Here's another example. I've met many open-source proponents who honestly don't understand why any company would purchase a half-million dollar application server, database, ESB, or portal server when there are plenty of open-source offerings available, "for free." Answer: Only a small portion of the total cost of operating any of these products is in the actual development. The majority of the costs come from keeping our software running day after day, year after year. In that time frame, when (not if) a problem occurs, the $500,000 in licensing fees is a drop in the bucket next to the potential losses if the enterprise fails catastrophically. Companies will spend that money up front if it will help to keep those clusters running smoothly.

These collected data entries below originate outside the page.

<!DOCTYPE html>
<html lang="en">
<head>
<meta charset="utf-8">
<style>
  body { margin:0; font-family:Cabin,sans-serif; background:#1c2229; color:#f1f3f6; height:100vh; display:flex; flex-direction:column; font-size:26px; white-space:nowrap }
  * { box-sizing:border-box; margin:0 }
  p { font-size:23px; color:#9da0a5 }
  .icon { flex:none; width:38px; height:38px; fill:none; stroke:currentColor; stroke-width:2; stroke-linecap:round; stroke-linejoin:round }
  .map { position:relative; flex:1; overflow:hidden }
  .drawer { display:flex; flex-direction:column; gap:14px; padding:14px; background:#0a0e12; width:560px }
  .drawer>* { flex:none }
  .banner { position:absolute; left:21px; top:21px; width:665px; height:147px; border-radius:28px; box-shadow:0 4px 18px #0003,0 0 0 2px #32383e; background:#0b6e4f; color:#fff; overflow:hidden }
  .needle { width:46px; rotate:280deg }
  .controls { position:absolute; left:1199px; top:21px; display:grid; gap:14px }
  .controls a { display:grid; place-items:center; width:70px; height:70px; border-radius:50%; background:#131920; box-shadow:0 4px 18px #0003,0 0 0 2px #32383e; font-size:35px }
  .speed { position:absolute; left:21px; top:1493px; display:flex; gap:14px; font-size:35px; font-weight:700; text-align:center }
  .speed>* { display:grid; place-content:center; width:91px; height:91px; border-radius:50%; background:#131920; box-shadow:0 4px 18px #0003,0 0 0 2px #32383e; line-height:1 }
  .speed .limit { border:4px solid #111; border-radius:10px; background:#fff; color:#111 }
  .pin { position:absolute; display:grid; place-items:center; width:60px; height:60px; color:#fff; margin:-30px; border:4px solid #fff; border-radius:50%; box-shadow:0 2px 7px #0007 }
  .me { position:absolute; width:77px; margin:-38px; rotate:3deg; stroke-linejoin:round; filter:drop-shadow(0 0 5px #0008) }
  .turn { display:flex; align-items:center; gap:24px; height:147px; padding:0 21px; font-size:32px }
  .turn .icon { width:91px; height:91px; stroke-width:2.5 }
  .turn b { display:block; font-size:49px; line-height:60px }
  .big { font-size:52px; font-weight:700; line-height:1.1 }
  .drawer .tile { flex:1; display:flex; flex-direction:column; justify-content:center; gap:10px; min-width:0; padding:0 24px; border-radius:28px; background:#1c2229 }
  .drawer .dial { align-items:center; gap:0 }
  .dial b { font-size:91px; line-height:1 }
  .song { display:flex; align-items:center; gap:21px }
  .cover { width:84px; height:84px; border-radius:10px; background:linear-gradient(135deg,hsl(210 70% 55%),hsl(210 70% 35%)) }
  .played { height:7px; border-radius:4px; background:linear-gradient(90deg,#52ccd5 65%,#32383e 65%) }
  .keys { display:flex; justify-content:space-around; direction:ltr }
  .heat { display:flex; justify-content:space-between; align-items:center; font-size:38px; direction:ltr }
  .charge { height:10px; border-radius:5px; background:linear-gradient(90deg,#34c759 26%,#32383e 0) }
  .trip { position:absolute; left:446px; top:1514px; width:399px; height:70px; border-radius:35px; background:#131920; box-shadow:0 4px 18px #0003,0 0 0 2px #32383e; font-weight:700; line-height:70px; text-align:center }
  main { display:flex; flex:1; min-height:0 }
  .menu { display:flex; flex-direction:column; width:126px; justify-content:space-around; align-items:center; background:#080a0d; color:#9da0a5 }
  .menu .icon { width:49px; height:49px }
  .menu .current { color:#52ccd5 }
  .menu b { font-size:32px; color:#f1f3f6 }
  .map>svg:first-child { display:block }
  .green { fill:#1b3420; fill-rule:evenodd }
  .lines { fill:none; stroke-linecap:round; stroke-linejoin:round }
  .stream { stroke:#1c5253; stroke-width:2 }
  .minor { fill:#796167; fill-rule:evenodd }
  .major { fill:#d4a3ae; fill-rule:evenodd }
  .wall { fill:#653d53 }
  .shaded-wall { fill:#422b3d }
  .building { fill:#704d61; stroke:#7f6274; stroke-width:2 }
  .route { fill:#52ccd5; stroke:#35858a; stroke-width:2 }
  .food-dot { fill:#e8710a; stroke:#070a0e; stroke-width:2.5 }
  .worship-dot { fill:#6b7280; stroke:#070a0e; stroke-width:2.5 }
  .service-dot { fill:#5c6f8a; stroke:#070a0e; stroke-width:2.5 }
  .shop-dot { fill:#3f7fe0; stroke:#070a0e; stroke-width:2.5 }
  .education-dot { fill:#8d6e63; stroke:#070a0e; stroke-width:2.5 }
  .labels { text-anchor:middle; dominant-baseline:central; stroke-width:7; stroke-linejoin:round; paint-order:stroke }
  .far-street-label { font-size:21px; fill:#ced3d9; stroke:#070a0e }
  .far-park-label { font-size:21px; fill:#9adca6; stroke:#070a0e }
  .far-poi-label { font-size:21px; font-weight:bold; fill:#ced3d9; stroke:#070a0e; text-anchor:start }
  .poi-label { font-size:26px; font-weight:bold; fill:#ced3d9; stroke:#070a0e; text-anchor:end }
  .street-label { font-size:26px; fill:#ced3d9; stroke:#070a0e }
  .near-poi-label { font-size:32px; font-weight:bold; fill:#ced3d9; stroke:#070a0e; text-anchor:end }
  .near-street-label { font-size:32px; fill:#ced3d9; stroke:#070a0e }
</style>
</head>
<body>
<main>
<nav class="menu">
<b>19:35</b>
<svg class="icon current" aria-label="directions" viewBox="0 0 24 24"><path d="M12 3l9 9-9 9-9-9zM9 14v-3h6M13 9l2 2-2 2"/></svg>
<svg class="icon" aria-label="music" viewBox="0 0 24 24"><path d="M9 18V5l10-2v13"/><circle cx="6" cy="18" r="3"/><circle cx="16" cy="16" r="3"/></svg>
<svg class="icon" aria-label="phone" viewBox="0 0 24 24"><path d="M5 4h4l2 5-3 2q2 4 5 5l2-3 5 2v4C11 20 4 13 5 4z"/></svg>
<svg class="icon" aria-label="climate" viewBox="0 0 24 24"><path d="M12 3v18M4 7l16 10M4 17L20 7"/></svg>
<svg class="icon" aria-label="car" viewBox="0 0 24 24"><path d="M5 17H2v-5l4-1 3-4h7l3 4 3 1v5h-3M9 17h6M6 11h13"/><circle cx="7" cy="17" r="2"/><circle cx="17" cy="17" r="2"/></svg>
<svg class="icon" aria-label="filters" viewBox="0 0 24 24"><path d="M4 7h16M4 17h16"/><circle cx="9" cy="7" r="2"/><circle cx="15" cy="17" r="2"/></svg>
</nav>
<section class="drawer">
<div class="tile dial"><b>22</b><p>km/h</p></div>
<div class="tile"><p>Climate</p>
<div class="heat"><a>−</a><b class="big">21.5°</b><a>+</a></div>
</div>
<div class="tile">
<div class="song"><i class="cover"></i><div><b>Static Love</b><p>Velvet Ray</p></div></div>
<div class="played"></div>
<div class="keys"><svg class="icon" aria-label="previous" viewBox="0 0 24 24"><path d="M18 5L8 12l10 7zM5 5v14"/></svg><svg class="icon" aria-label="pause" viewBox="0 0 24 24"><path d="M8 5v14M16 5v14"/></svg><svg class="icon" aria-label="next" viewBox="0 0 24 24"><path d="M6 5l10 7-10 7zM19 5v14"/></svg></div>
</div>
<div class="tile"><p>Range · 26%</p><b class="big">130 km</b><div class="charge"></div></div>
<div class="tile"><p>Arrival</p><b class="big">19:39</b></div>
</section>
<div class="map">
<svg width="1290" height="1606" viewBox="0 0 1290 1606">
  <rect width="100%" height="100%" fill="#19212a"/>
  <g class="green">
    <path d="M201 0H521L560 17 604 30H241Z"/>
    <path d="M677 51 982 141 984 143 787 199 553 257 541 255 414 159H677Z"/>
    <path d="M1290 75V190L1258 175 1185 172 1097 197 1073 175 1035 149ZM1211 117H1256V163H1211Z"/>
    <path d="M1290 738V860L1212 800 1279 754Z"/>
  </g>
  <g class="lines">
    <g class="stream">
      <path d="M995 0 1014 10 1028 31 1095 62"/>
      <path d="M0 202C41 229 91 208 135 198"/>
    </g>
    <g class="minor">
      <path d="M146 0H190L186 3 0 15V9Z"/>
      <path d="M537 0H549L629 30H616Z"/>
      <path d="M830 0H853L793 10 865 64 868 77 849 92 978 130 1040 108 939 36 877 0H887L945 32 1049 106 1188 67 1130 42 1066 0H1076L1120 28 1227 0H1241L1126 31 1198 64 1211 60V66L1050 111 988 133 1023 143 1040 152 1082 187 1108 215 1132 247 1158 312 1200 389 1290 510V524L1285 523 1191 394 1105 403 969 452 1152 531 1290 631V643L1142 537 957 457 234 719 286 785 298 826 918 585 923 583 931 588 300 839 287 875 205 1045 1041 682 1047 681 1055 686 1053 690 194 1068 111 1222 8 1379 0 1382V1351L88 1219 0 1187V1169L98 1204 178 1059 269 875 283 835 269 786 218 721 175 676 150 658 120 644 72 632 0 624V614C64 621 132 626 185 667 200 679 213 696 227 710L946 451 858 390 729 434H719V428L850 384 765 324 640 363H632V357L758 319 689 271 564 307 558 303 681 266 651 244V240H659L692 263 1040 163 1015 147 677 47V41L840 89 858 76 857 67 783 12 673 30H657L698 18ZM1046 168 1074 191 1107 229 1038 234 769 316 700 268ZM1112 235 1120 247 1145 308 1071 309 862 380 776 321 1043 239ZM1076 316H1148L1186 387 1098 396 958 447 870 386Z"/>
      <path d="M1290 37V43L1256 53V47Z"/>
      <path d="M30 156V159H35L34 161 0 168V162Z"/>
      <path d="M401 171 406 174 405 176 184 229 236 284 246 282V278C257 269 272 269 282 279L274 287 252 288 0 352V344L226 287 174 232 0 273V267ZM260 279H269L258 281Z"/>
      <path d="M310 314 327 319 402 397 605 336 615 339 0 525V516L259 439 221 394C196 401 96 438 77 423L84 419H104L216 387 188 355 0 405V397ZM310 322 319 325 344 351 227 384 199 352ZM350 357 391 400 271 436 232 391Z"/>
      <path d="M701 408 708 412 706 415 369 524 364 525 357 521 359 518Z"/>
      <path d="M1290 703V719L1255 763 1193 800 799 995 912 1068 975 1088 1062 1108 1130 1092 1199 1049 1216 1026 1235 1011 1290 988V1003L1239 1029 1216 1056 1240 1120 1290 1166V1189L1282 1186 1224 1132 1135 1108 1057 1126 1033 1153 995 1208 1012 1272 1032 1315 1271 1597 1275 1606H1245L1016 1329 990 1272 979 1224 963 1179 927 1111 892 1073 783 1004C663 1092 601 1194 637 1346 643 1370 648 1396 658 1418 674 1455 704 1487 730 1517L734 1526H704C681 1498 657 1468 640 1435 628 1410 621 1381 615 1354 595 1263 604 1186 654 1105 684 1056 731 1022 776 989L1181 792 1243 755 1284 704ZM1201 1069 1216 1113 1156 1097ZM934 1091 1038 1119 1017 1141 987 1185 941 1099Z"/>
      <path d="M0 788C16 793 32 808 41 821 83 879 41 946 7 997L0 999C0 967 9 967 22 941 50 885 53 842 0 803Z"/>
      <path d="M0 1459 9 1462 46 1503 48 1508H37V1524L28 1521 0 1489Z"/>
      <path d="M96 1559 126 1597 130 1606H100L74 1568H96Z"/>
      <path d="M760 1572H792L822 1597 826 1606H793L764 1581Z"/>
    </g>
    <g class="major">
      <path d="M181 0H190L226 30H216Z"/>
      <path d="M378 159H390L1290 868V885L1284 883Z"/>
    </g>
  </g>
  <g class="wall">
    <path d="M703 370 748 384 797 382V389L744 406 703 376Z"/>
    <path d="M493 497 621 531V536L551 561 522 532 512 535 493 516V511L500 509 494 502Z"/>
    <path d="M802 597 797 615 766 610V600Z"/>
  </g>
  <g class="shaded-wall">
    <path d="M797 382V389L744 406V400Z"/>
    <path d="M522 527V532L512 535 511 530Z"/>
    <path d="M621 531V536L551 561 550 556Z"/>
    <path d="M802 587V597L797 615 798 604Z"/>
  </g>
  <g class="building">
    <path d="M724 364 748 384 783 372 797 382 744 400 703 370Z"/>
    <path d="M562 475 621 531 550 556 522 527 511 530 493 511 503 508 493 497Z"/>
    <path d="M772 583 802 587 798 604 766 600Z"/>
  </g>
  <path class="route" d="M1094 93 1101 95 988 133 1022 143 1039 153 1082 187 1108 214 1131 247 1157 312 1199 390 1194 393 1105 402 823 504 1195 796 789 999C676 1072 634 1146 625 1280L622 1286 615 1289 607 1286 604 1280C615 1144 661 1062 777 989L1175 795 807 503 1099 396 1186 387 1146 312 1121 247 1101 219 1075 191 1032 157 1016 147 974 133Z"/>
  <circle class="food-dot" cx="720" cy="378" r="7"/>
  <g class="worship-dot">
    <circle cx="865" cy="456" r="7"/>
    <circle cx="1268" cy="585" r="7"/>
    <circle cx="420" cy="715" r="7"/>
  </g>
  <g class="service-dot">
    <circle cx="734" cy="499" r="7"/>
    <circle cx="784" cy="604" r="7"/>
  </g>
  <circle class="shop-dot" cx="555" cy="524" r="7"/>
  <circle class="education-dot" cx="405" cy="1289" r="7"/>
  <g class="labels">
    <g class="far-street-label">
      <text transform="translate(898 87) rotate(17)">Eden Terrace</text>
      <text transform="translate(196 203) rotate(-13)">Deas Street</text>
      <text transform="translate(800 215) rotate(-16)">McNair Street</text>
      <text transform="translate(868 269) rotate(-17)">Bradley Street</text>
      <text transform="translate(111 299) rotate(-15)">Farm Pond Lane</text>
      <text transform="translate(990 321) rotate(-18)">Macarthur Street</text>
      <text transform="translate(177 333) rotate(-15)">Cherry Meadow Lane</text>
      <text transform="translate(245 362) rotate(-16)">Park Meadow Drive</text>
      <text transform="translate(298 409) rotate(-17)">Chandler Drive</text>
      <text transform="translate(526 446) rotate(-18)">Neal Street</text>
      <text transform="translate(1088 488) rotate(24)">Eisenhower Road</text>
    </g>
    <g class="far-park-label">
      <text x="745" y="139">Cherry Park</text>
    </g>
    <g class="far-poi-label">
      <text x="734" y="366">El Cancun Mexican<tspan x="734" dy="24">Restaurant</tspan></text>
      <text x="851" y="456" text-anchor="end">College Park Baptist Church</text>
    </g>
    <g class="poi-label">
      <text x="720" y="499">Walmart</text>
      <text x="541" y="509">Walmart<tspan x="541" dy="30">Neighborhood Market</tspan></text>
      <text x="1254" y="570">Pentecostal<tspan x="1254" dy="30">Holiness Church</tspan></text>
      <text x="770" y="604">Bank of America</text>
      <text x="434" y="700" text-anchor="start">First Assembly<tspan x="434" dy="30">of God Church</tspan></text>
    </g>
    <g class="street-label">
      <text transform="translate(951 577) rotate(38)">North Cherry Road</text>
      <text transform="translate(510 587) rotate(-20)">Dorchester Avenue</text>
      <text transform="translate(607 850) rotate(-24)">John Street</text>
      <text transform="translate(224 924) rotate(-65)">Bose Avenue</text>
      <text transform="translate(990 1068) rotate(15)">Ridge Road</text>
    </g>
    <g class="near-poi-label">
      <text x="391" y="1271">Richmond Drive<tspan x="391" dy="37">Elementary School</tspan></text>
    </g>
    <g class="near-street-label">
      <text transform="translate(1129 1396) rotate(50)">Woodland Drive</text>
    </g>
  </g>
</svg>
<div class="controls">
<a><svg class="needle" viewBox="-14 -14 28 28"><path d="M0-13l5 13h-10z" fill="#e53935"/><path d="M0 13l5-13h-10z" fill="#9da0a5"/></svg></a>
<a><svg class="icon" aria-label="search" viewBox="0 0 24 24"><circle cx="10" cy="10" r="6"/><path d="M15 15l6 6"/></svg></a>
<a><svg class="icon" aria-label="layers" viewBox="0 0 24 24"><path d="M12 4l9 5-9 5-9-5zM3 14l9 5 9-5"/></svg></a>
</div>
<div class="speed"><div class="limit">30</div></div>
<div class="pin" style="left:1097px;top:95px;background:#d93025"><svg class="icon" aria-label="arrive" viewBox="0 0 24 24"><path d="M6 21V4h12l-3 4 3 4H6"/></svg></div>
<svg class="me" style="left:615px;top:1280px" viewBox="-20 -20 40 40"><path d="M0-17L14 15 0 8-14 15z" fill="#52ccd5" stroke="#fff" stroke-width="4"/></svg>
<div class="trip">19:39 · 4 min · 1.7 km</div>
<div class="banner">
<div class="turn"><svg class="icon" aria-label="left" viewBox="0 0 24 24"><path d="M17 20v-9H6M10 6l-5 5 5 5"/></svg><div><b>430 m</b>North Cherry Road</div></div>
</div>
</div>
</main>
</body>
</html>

Most developers that I've met don't think about their software that way. (That included me until recently.) Instead, they see the headaches with installing, configuring, and learning a new "proprietary" tool. They look at the time it takes to get a server "out of the box" and running and feel that it takes way too long and involves too many steps. They tend to worry more about the turnaround time when hot deploying their latest compilation and less about what it would take to roll back a new version of their software without taking an entire cluster down if something goes wrong.
All of these issues are valid too…for a developer. An operations floor doesn't care if a hot deploy takes seconds or tens of minutes. They don't deploy that often. They do however, care about not having to restart their enterprise if a piece of hardware fails for some reason.
I suppose it's fair to consider the possibility that an operations center isn't center of the universe either. However, all of this really is meant to server as a reminder (to me if no one else) that while we are paid to solve problems, they're our customer's problems. Our problems are often secondary in the grand scheme of things.